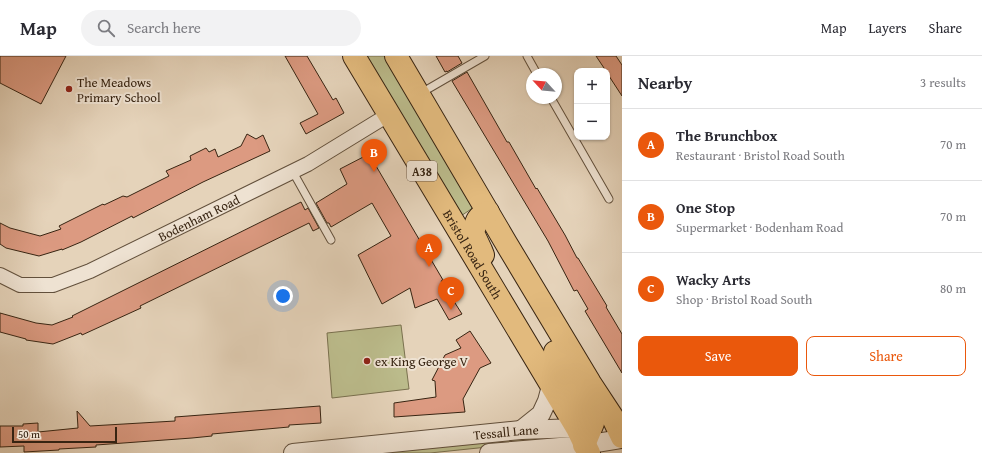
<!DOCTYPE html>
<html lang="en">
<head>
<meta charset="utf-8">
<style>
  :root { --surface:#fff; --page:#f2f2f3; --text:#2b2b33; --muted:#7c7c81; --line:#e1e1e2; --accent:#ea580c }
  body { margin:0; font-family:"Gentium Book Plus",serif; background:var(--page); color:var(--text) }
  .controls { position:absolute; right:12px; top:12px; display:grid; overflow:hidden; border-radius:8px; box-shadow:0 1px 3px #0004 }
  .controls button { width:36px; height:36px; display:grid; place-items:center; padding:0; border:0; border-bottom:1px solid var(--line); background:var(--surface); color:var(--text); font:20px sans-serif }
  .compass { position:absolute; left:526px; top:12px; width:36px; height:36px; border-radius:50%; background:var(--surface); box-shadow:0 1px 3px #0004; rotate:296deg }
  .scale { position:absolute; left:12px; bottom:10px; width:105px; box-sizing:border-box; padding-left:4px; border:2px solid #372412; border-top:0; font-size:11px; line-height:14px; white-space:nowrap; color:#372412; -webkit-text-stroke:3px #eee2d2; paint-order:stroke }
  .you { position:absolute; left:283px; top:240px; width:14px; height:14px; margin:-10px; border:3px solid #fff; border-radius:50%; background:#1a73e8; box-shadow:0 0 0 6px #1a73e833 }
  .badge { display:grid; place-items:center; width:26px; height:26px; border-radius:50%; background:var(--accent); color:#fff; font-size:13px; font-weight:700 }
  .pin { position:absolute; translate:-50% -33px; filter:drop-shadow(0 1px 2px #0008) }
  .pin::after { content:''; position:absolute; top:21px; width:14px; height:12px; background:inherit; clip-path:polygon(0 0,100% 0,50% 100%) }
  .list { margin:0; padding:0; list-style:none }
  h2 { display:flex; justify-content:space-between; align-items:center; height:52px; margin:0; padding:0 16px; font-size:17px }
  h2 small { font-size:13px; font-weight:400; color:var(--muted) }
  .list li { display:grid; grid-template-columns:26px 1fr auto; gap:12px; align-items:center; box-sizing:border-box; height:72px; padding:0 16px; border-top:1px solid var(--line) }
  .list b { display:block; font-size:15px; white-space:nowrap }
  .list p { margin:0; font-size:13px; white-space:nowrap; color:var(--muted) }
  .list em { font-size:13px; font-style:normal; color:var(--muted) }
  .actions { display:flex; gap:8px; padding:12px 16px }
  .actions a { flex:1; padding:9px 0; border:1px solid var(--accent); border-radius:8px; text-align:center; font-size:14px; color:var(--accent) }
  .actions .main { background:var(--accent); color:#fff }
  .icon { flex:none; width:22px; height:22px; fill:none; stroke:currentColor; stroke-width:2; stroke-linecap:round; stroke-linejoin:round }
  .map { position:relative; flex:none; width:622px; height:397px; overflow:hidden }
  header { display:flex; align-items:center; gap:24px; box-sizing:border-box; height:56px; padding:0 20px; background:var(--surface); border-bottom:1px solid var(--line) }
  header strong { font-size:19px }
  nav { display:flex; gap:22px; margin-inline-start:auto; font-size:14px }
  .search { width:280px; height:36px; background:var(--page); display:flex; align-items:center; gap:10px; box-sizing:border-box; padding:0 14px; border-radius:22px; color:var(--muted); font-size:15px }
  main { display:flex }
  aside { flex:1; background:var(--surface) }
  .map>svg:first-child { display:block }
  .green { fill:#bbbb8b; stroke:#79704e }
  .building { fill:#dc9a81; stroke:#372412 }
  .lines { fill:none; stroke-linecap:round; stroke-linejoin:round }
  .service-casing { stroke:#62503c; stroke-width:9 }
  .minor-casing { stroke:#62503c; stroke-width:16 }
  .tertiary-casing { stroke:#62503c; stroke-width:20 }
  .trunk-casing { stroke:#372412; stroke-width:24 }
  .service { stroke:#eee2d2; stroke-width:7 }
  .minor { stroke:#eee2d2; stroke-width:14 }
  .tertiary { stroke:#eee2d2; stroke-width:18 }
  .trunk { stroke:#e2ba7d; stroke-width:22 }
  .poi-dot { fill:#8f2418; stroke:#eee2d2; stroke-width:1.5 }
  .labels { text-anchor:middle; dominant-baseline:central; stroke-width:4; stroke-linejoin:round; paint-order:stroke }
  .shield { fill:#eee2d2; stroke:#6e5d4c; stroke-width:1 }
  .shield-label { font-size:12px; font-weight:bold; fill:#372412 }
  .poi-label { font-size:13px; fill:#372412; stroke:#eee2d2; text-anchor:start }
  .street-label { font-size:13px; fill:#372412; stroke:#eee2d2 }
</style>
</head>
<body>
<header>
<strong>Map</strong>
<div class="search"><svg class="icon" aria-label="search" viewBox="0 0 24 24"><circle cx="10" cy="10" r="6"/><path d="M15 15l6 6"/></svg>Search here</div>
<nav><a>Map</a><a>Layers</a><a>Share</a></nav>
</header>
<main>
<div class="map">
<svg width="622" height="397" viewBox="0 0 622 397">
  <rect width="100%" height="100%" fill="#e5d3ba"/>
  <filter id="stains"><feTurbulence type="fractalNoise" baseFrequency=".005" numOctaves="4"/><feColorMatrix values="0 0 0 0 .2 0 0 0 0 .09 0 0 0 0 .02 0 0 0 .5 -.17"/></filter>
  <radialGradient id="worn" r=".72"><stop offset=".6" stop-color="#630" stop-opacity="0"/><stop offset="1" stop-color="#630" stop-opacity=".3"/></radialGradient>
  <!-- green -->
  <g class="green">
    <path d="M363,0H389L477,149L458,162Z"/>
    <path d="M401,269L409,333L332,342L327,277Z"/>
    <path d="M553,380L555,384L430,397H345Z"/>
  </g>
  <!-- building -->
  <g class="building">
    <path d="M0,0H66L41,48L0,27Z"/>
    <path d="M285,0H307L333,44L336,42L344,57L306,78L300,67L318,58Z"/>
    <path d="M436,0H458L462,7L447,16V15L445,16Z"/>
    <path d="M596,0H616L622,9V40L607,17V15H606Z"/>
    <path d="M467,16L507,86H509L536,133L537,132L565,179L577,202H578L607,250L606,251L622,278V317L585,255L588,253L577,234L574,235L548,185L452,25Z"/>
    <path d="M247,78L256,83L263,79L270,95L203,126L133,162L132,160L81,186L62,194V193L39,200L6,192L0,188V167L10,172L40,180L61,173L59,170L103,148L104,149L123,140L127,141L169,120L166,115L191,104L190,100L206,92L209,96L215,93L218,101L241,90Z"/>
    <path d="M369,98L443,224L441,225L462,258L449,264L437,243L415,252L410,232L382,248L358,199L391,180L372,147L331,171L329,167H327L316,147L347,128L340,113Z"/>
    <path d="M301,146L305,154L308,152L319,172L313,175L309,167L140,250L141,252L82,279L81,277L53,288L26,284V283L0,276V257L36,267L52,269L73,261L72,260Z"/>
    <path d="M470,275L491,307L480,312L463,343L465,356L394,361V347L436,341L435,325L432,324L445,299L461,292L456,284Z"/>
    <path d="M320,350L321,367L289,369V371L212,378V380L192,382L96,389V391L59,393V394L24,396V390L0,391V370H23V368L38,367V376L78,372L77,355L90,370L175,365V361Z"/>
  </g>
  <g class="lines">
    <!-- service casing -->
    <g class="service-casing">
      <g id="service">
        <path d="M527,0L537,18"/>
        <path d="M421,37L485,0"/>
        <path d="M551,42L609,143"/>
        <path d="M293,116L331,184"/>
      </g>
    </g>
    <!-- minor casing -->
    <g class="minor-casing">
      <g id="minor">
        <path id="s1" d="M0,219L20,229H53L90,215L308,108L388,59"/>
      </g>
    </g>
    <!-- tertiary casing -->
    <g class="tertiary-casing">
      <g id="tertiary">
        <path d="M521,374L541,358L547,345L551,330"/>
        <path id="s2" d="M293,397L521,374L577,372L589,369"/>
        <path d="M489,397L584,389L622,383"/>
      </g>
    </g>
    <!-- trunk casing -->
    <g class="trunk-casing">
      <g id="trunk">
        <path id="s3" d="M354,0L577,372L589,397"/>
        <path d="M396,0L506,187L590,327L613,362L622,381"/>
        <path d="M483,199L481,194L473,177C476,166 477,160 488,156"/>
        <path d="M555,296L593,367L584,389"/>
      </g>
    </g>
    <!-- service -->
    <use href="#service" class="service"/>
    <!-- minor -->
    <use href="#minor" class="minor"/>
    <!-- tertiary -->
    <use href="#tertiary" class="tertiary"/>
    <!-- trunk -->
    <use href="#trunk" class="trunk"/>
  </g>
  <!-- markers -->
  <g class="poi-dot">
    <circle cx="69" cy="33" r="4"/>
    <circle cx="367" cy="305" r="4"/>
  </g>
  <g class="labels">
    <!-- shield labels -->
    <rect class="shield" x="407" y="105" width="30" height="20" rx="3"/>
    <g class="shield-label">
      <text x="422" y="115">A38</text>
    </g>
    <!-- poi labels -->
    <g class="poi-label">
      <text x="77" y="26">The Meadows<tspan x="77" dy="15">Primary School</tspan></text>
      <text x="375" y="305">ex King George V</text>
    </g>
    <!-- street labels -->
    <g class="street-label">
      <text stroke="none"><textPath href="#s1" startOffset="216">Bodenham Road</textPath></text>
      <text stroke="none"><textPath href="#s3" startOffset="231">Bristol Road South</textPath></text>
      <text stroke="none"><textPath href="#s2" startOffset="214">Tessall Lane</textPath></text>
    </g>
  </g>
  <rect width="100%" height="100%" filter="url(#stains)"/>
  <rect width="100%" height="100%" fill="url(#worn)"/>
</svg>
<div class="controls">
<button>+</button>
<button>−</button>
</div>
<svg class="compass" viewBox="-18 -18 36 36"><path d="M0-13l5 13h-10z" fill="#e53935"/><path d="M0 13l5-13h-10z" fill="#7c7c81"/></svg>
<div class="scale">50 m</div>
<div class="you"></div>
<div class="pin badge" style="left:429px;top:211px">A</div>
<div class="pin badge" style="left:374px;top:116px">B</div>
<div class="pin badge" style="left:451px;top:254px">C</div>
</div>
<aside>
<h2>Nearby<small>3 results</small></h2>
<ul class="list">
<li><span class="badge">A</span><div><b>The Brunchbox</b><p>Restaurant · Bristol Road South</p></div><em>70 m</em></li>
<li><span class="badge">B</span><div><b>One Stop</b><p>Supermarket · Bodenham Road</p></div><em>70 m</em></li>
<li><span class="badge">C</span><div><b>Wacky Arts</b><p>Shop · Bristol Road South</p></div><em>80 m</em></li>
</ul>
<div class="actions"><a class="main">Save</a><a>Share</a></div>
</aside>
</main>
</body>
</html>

=-=-=-=-=

→ **Problem statement**
Report, from the entries above, each line where "worn" is found.

→ **Exercise answer**
  <radialGradient id="worn" r=".72"><stop offset=".6" stop-color="#630" stop-opacity="0"/><stop offset="1" stop-color="#630" stop-opacity=".3"/></radialGradient>
  <rect width="100%" height="100%" fill="url(#worn)"/>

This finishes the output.